Stored data
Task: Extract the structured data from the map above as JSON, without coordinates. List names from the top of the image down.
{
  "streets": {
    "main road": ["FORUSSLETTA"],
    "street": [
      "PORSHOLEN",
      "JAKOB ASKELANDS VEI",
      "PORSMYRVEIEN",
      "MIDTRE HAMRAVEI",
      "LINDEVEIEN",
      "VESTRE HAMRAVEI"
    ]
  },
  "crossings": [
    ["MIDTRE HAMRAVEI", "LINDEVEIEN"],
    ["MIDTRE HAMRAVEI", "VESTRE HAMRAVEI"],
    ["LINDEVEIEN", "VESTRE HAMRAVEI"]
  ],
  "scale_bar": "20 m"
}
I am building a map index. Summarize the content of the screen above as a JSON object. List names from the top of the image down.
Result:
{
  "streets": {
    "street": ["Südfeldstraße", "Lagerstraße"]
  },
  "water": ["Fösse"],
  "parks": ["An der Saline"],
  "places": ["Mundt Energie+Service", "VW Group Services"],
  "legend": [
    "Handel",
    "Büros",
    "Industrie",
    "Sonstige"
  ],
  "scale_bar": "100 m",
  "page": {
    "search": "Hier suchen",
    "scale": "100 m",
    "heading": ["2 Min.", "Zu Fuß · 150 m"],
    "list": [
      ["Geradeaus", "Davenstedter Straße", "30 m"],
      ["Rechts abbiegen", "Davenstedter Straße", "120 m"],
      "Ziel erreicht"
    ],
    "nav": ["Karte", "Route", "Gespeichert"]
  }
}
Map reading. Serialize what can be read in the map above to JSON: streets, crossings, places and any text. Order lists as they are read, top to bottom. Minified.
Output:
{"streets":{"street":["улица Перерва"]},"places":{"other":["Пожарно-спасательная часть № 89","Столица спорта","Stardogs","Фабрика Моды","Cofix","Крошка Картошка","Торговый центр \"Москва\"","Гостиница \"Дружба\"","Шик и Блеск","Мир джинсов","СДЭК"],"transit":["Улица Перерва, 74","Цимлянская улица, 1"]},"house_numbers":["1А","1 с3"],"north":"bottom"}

# Problem to solve
An exact reproduction of all the entries above is the expected answer.

# Exercise answer
Task: Extract the structured data from the map above as JSON, without coordinates. List names from the top of the image down.
{
  "streets": {
    "main road": ["FORUSSLETTA"],
    "street": [
      "PORSHOLEN",
      "JAKOB ASKELANDS VEI",
      "PORSMYRVEIEN",
      "MIDTRE HAMRAVEI",
      "LINDEVEIEN",
      "VESTRE HAMRAVEI"
    ]
  },
  "crossings": [
    ["MIDTRE HAMRAVEI", "LINDEVEIEN"],
    ["MIDTRE HAMRAVEI", "VESTRE HAMRAVEI"],
    ["LINDEVEIEN", "VESTRE HAMRAVEI"]
  ],
  "scale_bar": "20 m"
}
I am building a map index. Summarize the content of the screen above as a JSON object. List names from the top of the image down.
Result:
{
  "streets": {
    "street": ["Südfeldstraße", "Lagerstraße"]
  },
  "water": ["Fösse"],
  "parks": ["An der Saline"],
  "places": ["Mundt Energie+Service", "VW Group Services"],
  "legend": [
    "Handel",
    "Büros",
    "Industrie",
    "Sonstige"
  ],
  "scale_bar": "100 m",
  "page": {
    "search": "Hier suchen",
    "scale": "100 m",
    "heading": ["2 Min.", "Zu Fuß · 150 m"],
    "list": [
      ["Geradeaus", "Davenstedter Straße", "30 m"],
      ["Rechts abbiegen", "Davenstedter Straße", "120 m"],
      "Ziel erreicht"
    ],
    "nav": ["Karte", "Route", "Gespeichert"]
  }
}
Map reading. Serialize what can be read in the map above to JSON: streets, crossings, places and any text. Order lists as they are read, top to bottom. Minified.
Output:
{"streets":{"street":["улица Перерва"]},"places":{"other":["Пожарно-спасательная часть № 89","Столица спорта","Stardogs","Фабрика Моды","Cofix","Крошка Картошка","Торговый центр \"Москва\"","Гостиница \"Дружба\"","Шик и Блеск","Мир джинсов","СДЭК"],"transit":["Улица Перерва, 74","Цимлянская улица, 1"]},"house_numbers":["1А","1 с3"],"north":"bottom"}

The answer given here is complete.